Nesin sen? Sen misin? Sen'de misin? Sen'in; ben'inin, bencilliğinin önünde seni durmadan sendeleten bir engel mi? Ek misin, eksen mi?

 

* * *

Eksen, her şeyin, etrafında döndüğü "sen"... Sen sensen, sendeysen, sendelemezsin. Eksen sensindir çünkü. Sen, sensizsen, sende değilsen, sendelersin; istesen de istemesen de...

Sen; benliğini, bencilliğini durdurduğun; benini kötülüğü emreden nefsinin elinden kurtararak kendini bulduğun ve buldurduğun; hayatı yaşanır kılan, anlamlı kılan, zenginleştiren, başkalarının hayatlarıyla buluşturan, başkalarının hayatlarına hayat katan, ruh katan insanın kendini, benini, bedenini ve bencilliğini aşmasını mümkün kılan ruhun korunaklı hâle getirdiği, kötülüklerden arındırdığı, insanı ve hayatı aşkınlaştırdığı temel varoluş ve hakikat kaynakları demek olan gönlün, kalbin, yüreğin, cesaretin, metanetin, basiretin, ferasetin, vicdanın ve aklın kapıları hem içe hem dışa, hem kendine hem başkalarına, hem görünene hem görünmeyene enlemesine ve boylamasına bütün derinliğiyle, bütün yönlerden sonsuza dek açılabildiği zaman Sen olur. Sen'i bir gül bahçesine çevirir; cazibe merkezi hâline getirir benini, benliğini, bencilliğini aşan, Sana ulaşan; sen'le, ben'le, o'nunla buluşabilen, farklı dillerle konuşabilen seni aşan aşkın sen: İşte eksen.

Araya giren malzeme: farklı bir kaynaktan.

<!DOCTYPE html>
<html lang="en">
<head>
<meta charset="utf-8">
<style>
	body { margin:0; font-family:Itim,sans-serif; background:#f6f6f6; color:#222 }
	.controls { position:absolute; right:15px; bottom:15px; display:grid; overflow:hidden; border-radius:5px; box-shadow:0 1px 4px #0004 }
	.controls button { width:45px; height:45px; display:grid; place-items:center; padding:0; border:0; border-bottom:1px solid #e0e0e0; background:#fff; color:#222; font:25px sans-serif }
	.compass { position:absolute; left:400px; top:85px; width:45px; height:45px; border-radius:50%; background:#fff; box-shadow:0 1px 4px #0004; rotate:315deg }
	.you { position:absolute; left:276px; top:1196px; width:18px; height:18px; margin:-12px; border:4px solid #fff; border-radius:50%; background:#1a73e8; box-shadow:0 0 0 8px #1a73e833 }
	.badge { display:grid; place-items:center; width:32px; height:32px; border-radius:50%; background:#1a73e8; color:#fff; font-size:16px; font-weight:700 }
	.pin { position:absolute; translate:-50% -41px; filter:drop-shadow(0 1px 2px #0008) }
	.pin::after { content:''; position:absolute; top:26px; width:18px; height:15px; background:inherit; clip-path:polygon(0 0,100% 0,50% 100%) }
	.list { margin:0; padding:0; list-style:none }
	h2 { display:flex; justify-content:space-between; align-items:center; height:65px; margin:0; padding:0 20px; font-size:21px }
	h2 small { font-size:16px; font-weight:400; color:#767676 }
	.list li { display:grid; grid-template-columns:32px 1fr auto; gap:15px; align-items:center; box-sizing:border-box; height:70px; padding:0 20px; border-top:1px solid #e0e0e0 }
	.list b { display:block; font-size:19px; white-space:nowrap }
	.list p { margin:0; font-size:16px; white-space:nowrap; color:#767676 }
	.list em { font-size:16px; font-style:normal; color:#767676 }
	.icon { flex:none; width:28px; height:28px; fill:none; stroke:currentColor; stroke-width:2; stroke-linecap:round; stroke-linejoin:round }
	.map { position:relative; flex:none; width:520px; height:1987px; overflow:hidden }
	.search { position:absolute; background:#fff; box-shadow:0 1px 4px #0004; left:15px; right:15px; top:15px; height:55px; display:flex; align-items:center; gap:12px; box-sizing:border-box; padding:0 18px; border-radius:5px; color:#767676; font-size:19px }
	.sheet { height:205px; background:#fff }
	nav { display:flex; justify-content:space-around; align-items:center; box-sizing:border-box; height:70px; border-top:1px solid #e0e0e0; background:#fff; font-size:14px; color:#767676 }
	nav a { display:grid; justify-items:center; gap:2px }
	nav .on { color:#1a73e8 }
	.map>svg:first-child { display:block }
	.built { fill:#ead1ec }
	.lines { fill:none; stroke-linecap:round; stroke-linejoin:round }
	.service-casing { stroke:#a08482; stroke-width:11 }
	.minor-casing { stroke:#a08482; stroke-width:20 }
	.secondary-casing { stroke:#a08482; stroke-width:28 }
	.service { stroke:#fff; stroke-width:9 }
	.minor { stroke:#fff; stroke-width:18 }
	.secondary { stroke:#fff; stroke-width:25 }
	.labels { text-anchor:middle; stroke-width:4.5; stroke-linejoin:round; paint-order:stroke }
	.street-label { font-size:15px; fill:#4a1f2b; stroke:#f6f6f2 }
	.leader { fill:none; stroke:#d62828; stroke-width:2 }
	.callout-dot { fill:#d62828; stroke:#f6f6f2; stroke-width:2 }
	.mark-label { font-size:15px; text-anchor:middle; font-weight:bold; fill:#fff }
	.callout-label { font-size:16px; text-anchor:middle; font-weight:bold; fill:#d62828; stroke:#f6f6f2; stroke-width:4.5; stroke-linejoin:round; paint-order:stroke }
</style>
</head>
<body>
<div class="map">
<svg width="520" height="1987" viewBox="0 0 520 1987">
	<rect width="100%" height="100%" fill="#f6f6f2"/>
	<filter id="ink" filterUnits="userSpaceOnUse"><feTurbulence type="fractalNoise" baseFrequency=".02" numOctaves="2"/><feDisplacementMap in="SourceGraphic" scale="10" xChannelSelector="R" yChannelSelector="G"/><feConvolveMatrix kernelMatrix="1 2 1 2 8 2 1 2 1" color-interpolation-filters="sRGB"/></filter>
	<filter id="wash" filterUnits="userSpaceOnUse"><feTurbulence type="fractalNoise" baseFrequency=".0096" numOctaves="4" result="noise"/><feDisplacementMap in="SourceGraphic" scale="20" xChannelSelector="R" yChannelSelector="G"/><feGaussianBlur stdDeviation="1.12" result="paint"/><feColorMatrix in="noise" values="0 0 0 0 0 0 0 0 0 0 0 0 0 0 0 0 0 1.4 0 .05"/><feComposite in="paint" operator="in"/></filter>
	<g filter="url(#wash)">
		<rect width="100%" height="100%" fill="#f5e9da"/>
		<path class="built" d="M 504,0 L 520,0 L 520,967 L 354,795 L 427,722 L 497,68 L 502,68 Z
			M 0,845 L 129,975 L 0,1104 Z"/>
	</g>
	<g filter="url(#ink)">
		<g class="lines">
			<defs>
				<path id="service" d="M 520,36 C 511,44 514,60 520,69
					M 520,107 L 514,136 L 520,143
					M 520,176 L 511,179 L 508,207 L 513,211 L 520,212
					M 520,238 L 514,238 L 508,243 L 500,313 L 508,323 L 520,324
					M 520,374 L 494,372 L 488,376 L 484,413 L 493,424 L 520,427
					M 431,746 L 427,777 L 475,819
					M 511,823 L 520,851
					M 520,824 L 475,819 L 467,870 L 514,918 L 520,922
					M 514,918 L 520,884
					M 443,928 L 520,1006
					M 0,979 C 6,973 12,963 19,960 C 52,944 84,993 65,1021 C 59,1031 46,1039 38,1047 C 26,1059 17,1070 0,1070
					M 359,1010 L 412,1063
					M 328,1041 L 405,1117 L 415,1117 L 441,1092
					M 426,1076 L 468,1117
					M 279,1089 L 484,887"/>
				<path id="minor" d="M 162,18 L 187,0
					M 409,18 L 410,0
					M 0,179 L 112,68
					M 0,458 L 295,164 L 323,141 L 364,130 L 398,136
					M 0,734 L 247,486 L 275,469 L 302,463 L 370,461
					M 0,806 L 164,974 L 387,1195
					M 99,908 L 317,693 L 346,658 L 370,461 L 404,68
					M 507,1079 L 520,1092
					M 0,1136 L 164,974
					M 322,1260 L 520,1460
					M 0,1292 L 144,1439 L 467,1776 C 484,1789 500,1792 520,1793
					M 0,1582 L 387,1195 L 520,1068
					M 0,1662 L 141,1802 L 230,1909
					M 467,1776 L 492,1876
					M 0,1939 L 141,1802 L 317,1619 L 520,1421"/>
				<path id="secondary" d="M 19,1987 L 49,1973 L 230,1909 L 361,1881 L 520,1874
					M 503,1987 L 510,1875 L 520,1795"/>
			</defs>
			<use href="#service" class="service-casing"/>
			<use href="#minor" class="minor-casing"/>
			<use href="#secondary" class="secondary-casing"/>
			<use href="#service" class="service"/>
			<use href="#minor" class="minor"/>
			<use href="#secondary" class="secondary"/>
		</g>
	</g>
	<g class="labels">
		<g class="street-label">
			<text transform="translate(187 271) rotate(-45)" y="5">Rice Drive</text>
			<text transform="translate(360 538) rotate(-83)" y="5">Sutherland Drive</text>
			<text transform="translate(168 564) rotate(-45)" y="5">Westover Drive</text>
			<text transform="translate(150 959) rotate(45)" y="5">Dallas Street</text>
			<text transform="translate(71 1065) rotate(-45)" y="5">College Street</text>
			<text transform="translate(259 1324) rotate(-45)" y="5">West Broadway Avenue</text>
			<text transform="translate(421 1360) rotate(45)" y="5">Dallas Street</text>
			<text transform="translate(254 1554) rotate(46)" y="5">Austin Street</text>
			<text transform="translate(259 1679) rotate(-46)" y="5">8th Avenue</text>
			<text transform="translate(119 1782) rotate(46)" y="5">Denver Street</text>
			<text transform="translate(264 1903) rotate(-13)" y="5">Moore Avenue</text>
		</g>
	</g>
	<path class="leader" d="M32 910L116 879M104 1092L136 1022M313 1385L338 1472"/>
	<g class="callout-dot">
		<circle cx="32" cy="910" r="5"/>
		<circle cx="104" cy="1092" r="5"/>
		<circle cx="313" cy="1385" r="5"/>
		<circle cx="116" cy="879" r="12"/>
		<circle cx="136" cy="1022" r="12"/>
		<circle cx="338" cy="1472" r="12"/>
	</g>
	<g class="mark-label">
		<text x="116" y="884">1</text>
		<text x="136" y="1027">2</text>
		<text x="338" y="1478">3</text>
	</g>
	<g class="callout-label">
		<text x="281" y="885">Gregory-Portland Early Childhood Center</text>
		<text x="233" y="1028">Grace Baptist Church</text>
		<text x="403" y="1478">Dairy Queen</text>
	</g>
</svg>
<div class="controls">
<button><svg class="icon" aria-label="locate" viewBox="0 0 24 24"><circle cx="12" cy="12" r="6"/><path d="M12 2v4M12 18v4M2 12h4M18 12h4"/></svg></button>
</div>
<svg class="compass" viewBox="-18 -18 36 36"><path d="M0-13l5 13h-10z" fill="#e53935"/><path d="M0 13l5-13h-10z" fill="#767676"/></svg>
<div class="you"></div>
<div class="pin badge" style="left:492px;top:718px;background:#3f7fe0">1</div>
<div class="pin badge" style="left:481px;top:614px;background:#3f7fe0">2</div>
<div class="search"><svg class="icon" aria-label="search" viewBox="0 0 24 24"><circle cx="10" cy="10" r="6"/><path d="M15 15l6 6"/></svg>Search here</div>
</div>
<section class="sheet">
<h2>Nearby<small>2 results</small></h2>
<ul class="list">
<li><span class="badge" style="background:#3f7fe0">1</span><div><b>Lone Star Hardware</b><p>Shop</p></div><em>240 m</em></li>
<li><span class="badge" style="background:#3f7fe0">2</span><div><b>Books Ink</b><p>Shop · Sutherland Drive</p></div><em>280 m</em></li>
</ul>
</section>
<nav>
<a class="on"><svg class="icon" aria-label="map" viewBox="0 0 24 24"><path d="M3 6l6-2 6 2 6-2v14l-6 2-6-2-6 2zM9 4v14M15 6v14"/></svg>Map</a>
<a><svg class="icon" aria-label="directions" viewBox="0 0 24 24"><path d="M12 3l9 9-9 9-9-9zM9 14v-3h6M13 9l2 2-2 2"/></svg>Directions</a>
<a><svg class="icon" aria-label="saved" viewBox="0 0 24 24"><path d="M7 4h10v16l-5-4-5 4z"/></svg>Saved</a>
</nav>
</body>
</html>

İşte o zaman sen; sen, sen'de ve sen'le olabilirsin; ben, ben'de ve ben'le olabilirsin, o, on'da ve onunla olabilirsin... İşte o zaman eksenini bulur, eken olabilir, eksen olabilirsin; esen sert rüzgârların önünde dimdik duran bir siper olabilirsin; yıkıcı ve yok edici fırtınalara karşı insanı düşmekten kurtaran, düştüğünde tutup kaldıran bir "koruyucu kalkan", bir "kurucu hakan" olabilirsin...

Toprak olmuşsundur artık... Ekin'in kaynağı, eksen'in dayanağı... Toprak gibi dingin, kendinden eminsindir artık... Zamanını, tohumun toprağa düşeceği mevsimi, en güzel ânı beklemeye koyulmuşsundur... Zaman sendedir ve sana emanettir artık... Zamanla dost olmuşsundur... Zamanın en yakın dostu, yolunu gözleyen en metin, en güvenilir, en verimli can ve ruh yoldaşı, gönül arkadaşı... Zaman sensindir, sendedir, seninledir ve senin elindedir artık...

Eksen sensindir: Tohumunu toprağa istediğin zaman düşürebilir, ekinini istediğin zaman, olgunlaştığını hissettiğin ân toplayabilirsin... Sen, artık öylesine vazgeçilmez bir eksensindir ki, tohumunu toprağa düşürdüğün ândan itibaren ruhun vecde gelir, vicdanla dolar, su denen hayat kaynağının vücut bulmasına gelir sıra: Ruhunun varoluş sesi ve diriliş neşvesi buhar denen mayayı karar; arzdan semâya içten bir haber salar, muhkem bir rabıta kurar; buhar su olur, can katar toprağa / sana / ekinine...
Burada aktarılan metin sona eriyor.